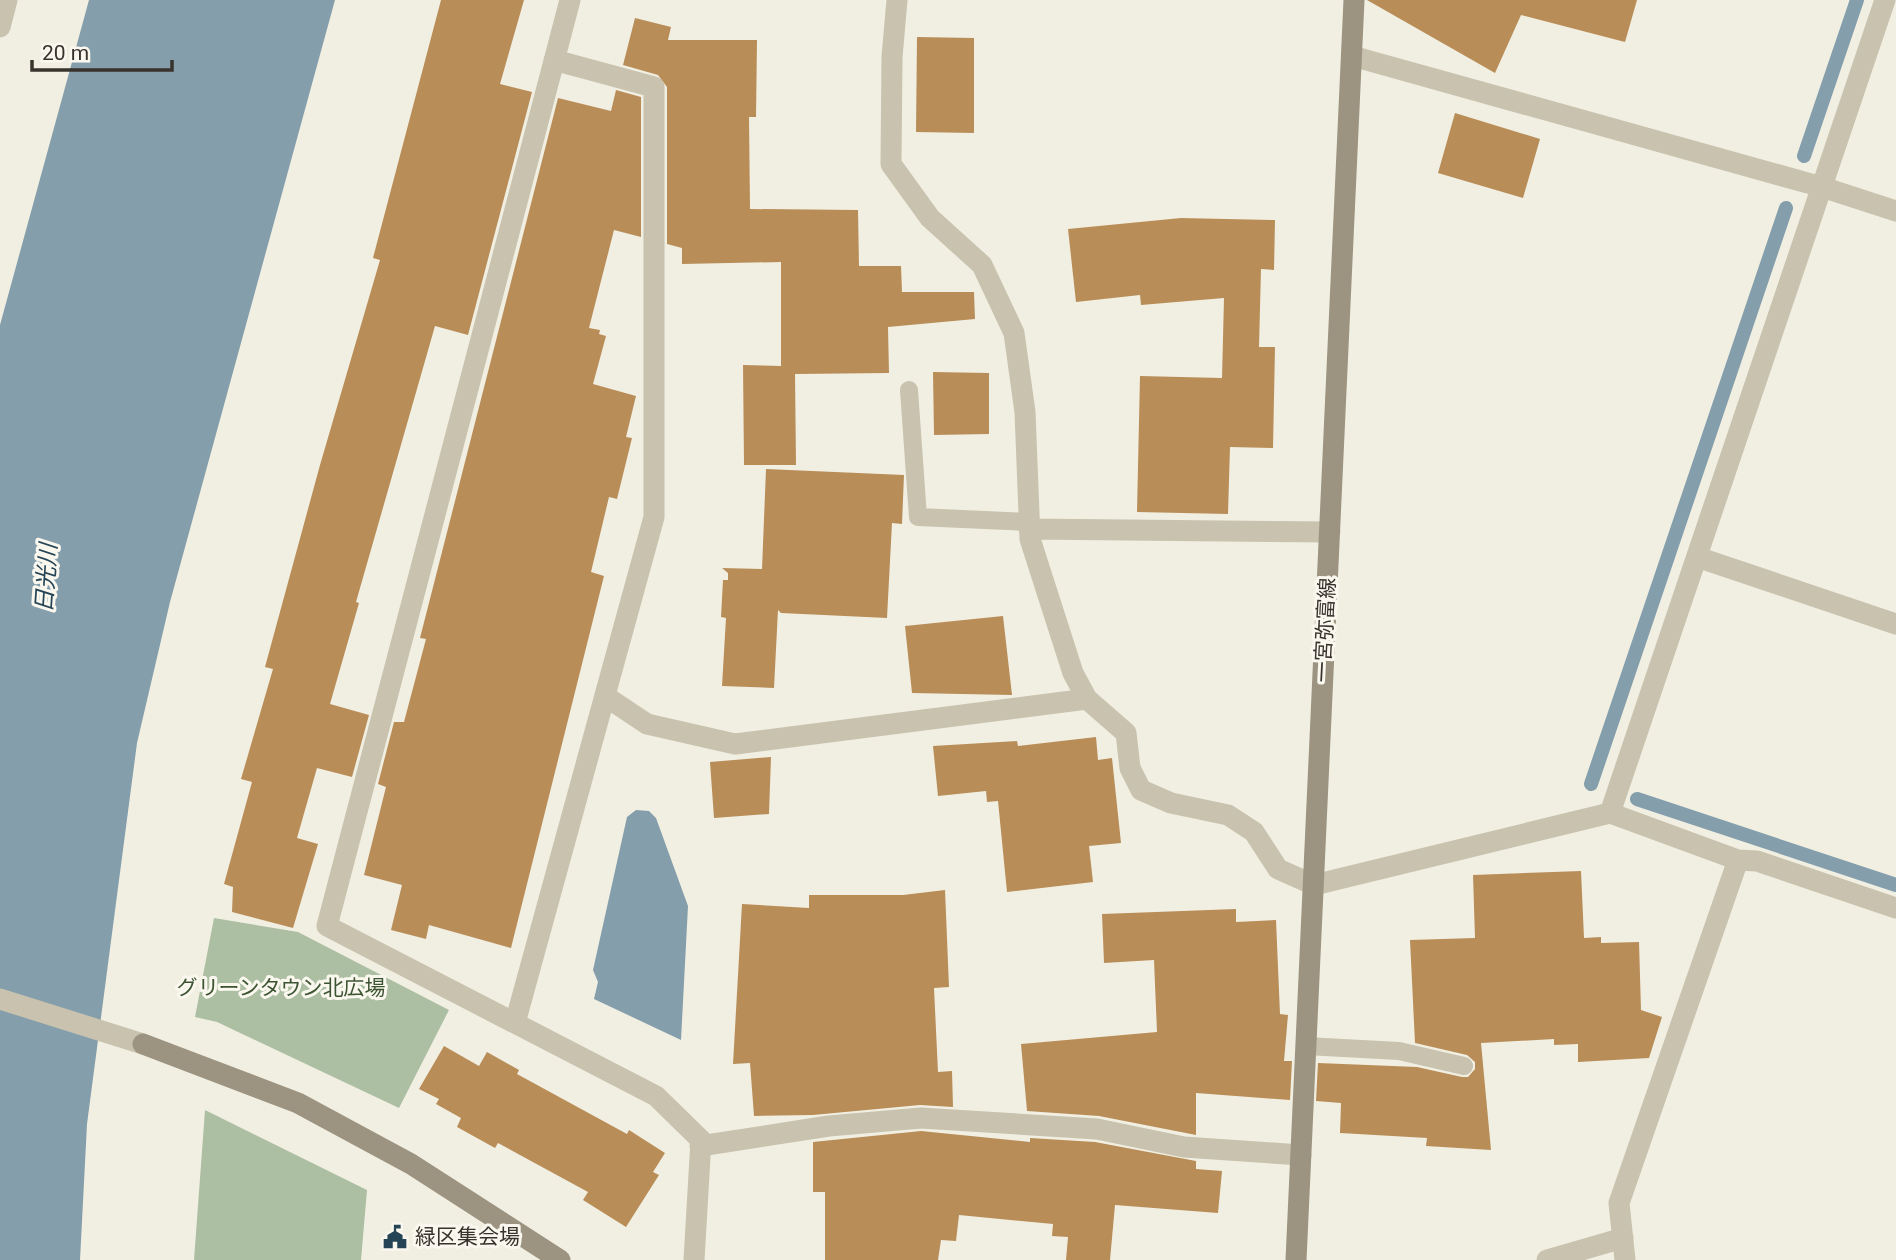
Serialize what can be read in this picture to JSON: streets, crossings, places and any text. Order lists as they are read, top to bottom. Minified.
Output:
{"streets":{"main road":["一宮弥富線"]},"water":["日光川"],"parks":["グリーンタウン北広場"],"places":{"public building":["緑区集会場"]},"scale_bar":"20 m"}
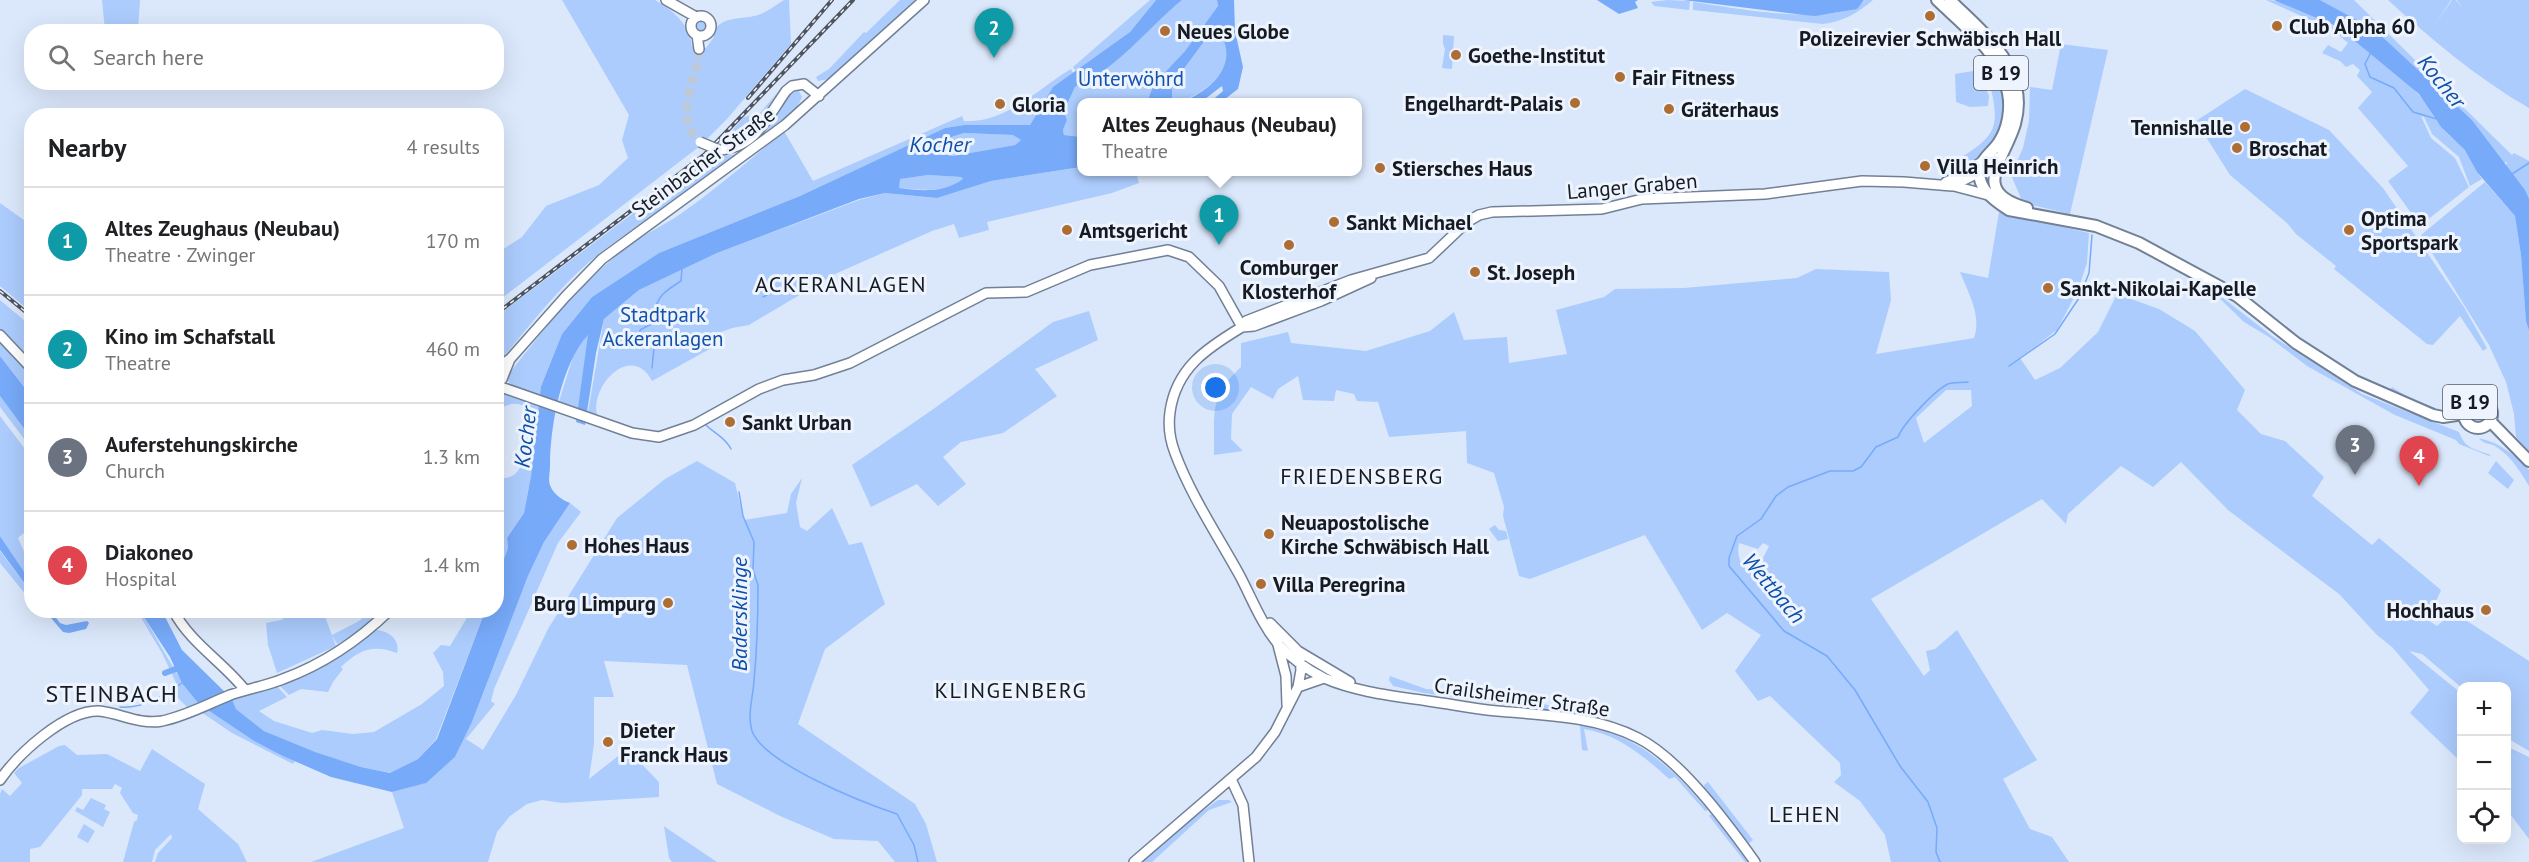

= Task goal =
Once the pictures are removed, copy the listing exactly.

= Your solution =
Serialize what can be read in this picture to JSON: streets, crossings, places and any text. Order lists as they are read, top to bottom. Minified.
Output:
{"streets":{"main road":["一宮弥富線"]},"water":["日光川"],"parks":["グリーンタウン北広場"],"places":{"public building":["緑区集会場"]},"scale_bar":"20 m"}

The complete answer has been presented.